| Greetings,
A few weeks earlier, I had successfully downloaded 100,000
selected webpages, among more massive webpages in a site,
using the Scan Rules suggested by you. But this time, with
another similar website, I am facing problem.
The earlier website was a Question & Answer forum, unlike
this one, forum.httrack.com, as well as the present one I
am about to download.
The problem is that HTTrack is not downloading beyond the
starting URLs.
I am starting a project with 8 sub-URLs within the site,
and have tested both with the Scan Rules (many times) and
without the Scan Rules, to get the same result.
Please find below the following:
A. The General Structure Of The Site,
B. The Objective Of The Project To Be Downloaded By
HTTrack,
C. The Scan Rules And Start URLs I Used,
D. The Problem Faced,
E. The Request For Solution To You
A. The site has this general structure:
The main Question & Answer site is:
<https://questionandanswers.thesite.com> (when this is typed
into the address bar, it results in:
<https://questionandanswers.thesite.com/answers/main>)
Each category and sub category thereafter is like:
<https://questionandanswers.thesite.com/answers/main?cmd=search&catid=1100>
(where for every category and sub-categry, the last four
digits vary, ie 1100, 1101, 1102,...1108,...1127 etc.)
On every category and sub-category page, rhe Questions'
captions, as links, are listed upto the number 25 and
there after in the next page (as in search results in any
search results). The link to go to the next page of 25
Questions & Answers are like:
<https://questionandanswers.thesite.com/answers/main?cmd=search&catid=1100&qtype=all&num=25&sort=qestartts:D:R:d>
1&start=25
(please note that here the 'catid' comes)

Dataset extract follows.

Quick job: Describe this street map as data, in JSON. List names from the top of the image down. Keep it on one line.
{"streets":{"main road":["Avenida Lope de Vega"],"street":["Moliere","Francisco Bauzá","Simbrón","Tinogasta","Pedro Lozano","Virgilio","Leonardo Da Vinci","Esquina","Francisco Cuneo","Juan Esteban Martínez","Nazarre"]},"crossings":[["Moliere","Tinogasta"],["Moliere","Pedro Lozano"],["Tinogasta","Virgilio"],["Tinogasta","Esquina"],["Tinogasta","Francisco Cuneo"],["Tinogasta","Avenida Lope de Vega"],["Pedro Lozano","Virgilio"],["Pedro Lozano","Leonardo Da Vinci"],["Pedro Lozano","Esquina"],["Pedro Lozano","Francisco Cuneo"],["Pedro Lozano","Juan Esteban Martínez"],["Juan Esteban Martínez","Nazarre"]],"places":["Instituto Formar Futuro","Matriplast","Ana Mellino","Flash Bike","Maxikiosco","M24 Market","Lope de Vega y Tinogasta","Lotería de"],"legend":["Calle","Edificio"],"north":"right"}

The links of the Questions (which includes both the
Question and its Answer) are as:
<https://questionandanswers.thesite.com/answers/main?cmd=threadview&id=121369>
(Please note that in it there is no 'catid',
but 'threadview&id' for every Question & Answer, only
varies is the last six digits, for every unique Question &
Answers)
B. The Objectives Of The Project:
As before, I require to download only all the Questions &
Answers in a select category and some sub-categories under
it (all having unique 'catid's). I need to download only
1+8 sub-category among all. The 'catid's are from 1100 to
1109.
C. The Scan Rules And Starting URLs Used:
The starting URLs were:
<https://questionandanswers.thesite.com/answers/main?cmd=search&catid=1100>
<https://questionandanswers.thesite.com/answers/main?cmd=search&catid=1101>
<https://questionandanswers.thesite.com/answers/main?cmd=search&catid=1102>
<https://questionandanswers.thesite.com/answers/main?cmd=search&catid=1103>
<https://questionandanswers.thesite.com/answers/main?cmd=search&catid=1104>
<https://questionandanswers.thesite.com/answers/main?cmd=search&catid=1105>
<https://questionandanswers.thesite.com/answers/main?cmd=search&catid=1106>
<https://questionandanswers.thesite.com/answers/main?cmd=search&catid=1107>
<https://questionandanswers.thesite.com/answers/main?cmd=search&catid=1108>
I used as following Scan Rules at first,
-* +answers.google.com/index*
+answers.google.com/*catid=1100*
+answers.google.com/*catid=1101*
+answers.google.com/*catid=1102*
+answers.google.com/*catid=1103*
+answers.google.com/*catid=1104*
+answers.google.com/*catid=1105*
+answers.google.com/*catid=1106*
+answers.google.com/*catid=1107*
+answers.google.com/*catid=1108*
+answers.google.com/*search&catid*
+answers.google.com/*threadview&id*
Secondly,
-* +answers.google.com/index*
+answers.google.com/*threadview&id*
Thirdly,
-* +answers.google.com/answers*
+answers.google.com/*catid=1100*
+answers.google.com/*catid=1101*
+answers.google.com/*catid=1102*
+answers.google.com/*catid=1103*
+answers.google.com/*catid=1104*
+answers.google.com/*catid=1105*
+answers.google.com/*catid=1106*
+answers.google.com/*catid=1107*
+answers.google.com/*catid=1108*
+answers.google.com/*search&catid*
+answers.google.com/*threadview&id*
Fourthly,
-* +answers.google.com/answers/*
+answers.google.com/answers/*catid=1100*
+answers.google.com/answers/*catid=1101*
+answers.google.com/answers/*catid=1102*
+answers.google.com/answers/*catid=1103*
+answers.google.com/answers/*catid=1104*
+answers.google.com/answers/*catid=1105*
+answers.google.com/answers/*catid=1106*
+answers.google.com/answers/*catid=1107*
+answers.google.com/answers/*catid=1108*
+answers.google.com/answers/*search&catid*
+answers.google.com/*threadview&id*
Fifthly,
-* +answers.google.com/answers*
+answers.google.com/*threadview&id*
Sixthly,
-* +answers.google.com/answers*
+answers.google.com/answers/*threadview&id*
+answers.google.com/answers/*qestartts*
[From the first to the fifth, I overlooked to use
*qestartts*, but that was irrlevant perhaps, on the result
I had for all the sample runs]
D. The Problem Faced:
For each run, from first to the sixth, the HTTrack ended
in less than two minutes, where only the starting URL
pages were downloaded and not one Question & Answer pages.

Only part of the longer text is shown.